Stored dataset items
★ ★ ★ ★ ★
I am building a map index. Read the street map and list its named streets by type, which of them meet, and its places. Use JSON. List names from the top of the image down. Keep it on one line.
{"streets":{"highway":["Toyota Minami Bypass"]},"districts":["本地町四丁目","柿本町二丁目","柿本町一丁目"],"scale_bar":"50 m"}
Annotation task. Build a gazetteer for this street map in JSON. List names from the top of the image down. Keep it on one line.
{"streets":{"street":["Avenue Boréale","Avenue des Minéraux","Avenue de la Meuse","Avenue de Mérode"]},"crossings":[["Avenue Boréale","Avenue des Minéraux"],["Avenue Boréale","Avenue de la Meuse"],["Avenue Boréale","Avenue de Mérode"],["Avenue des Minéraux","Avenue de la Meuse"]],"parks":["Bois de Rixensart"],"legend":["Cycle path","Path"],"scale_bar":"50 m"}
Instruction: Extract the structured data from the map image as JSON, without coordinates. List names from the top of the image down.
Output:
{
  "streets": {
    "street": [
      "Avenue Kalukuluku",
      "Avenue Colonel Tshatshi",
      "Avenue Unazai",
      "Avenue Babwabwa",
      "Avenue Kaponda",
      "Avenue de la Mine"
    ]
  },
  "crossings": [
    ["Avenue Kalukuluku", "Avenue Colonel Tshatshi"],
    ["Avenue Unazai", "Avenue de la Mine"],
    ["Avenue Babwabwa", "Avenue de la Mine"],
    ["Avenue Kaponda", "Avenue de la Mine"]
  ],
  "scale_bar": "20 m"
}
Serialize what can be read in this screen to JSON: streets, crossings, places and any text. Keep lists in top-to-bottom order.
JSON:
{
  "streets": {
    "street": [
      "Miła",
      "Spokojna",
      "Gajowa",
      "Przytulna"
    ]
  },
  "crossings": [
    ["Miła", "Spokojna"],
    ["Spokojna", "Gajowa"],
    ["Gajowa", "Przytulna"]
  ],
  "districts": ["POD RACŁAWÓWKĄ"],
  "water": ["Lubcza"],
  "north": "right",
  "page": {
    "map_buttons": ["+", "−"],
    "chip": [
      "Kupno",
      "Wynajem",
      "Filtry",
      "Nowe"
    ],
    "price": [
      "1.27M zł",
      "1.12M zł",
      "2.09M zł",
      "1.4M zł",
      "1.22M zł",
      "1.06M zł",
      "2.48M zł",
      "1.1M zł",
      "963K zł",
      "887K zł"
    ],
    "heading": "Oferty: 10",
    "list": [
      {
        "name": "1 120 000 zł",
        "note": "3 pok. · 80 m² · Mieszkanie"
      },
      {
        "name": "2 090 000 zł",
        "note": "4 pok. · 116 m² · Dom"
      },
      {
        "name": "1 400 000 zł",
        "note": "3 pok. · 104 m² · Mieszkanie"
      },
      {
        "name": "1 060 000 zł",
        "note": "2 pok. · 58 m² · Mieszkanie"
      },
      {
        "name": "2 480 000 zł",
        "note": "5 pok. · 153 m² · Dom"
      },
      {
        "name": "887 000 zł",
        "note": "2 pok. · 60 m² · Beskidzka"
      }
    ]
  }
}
★ ★ ★ ★ ★
▸ **DIRECTIONS**: Each record above must be given again exactly.

▸ **ANSWER BOX**:
I am building a map index. Read the street map and list its named streets by type, which of them meet, and its places. Use JSON. List names from the top of the image down. Keep it on one line.
{"streets":{"highway":["Toyota Minami Bypass"]},"districts":["本地町四丁目","柿本町二丁目","柿本町一丁目"],"scale_bar":"50 m"}
Annotation task. Build a gazetteer for this street map in JSON. List names from the top of the image down. Keep it on one line.
{"streets":{"street":["Avenue Boréale","Avenue des Minéraux","Avenue de la Meuse","Avenue de Mérode"]},"crossings":[["Avenue Boréale","Avenue des Minéraux"],["Avenue Boréale","Avenue de la Meuse"],["Avenue Boréale","Avenue de Mérode"],["Avenue des Minéraux","Avenue de la Meuse"]],"parks":["Bois de Rixensart"],"legend":["Cycle path","Path"],"scale_bar":"50 m"}
Instruction: Extract the structured data from the map image as JSON, without coordinates. List names from the top of the image down.
Output:
{
  "streets": {
    "street": [
      "Avenue Kalukuluku",
      "Avenue Colonel Tshatshi",
      "Avenue Unazai",
      "Avenue Babwabwa",
      "Avenue Kaponda",
      "Avenue de la Mine"
    ]
  },
  "crossings": [
    ["Avenue Kalukuluku", "Avenue Colonel Tshatshi"],
    ["Avenue Unazai", "Avenue de la Mine"],
    ["Avenue Babwabwa", "Avenue de la Mine"],
    ["Avenue Kaponda", "Avenue de la Mine"]
  ],
  "scale_bar": "20 m"
}
Serialize what can be read in this screen to JSON: streets, crossings, places and any text. Keep lists in top-to-bottom order.
JSON:
{
  "streets": {
    "street": [
      "Miła",
      "Spokojna",
      "Gajowa",
      "Przytulna"
    ]
  },
  "crossings": [
    ["Miła", "Spokojna"],
    ["Spokojna", "Gajowa"],
    ["Gajowa", "Przytulna"]
  ],
  "districts": ["POD RACŁAWÓWKĄ"],
  "water": ["Lubcza"],
  "north": "right",
  "page": {
    "map_buttons": ["+", "−"],
    "chip": [
      "Kupno",
      "Wynajem",
      "Filtry",
      "Nowe"
    ],
    "price": [
      "1.27M zł",
      "1.12M zł",
      "2.09M zł",
      "1.4M zł",
      "1.22M zł",
      "1.06M zł",
      "2.48M zł",
      "1.1M zł",
      "963K zł",
      "887K zł"
    ],
    "heading": "Oferty: 10",
    "list": [
      {
        "name": "1 120 000 zł",
        "note": "3 pok. · 80 m² · Mieszkanie"
      },
      {
        "name": "2 090 000 zł",
        "note": "4 pok. · 116 m² · Dom"
      },
      {
        "name": "1 400 000 zł",
        "note": "3 pok. · 104 m² · Mieszkanie"
      },
      {
        "name": "1 060 000 zł",
        "note": "2 pok. · 58 m² · Mieszkanie"
      },
      {
        "name": "2 480 000 zł",
        "note": "5 pok. · 153 m² · Dom"
      },
      {
        "name": "887 000 zł",
        "note": "2 pok. · 60 m² · Beskidzka"
      }
    ]
  }
}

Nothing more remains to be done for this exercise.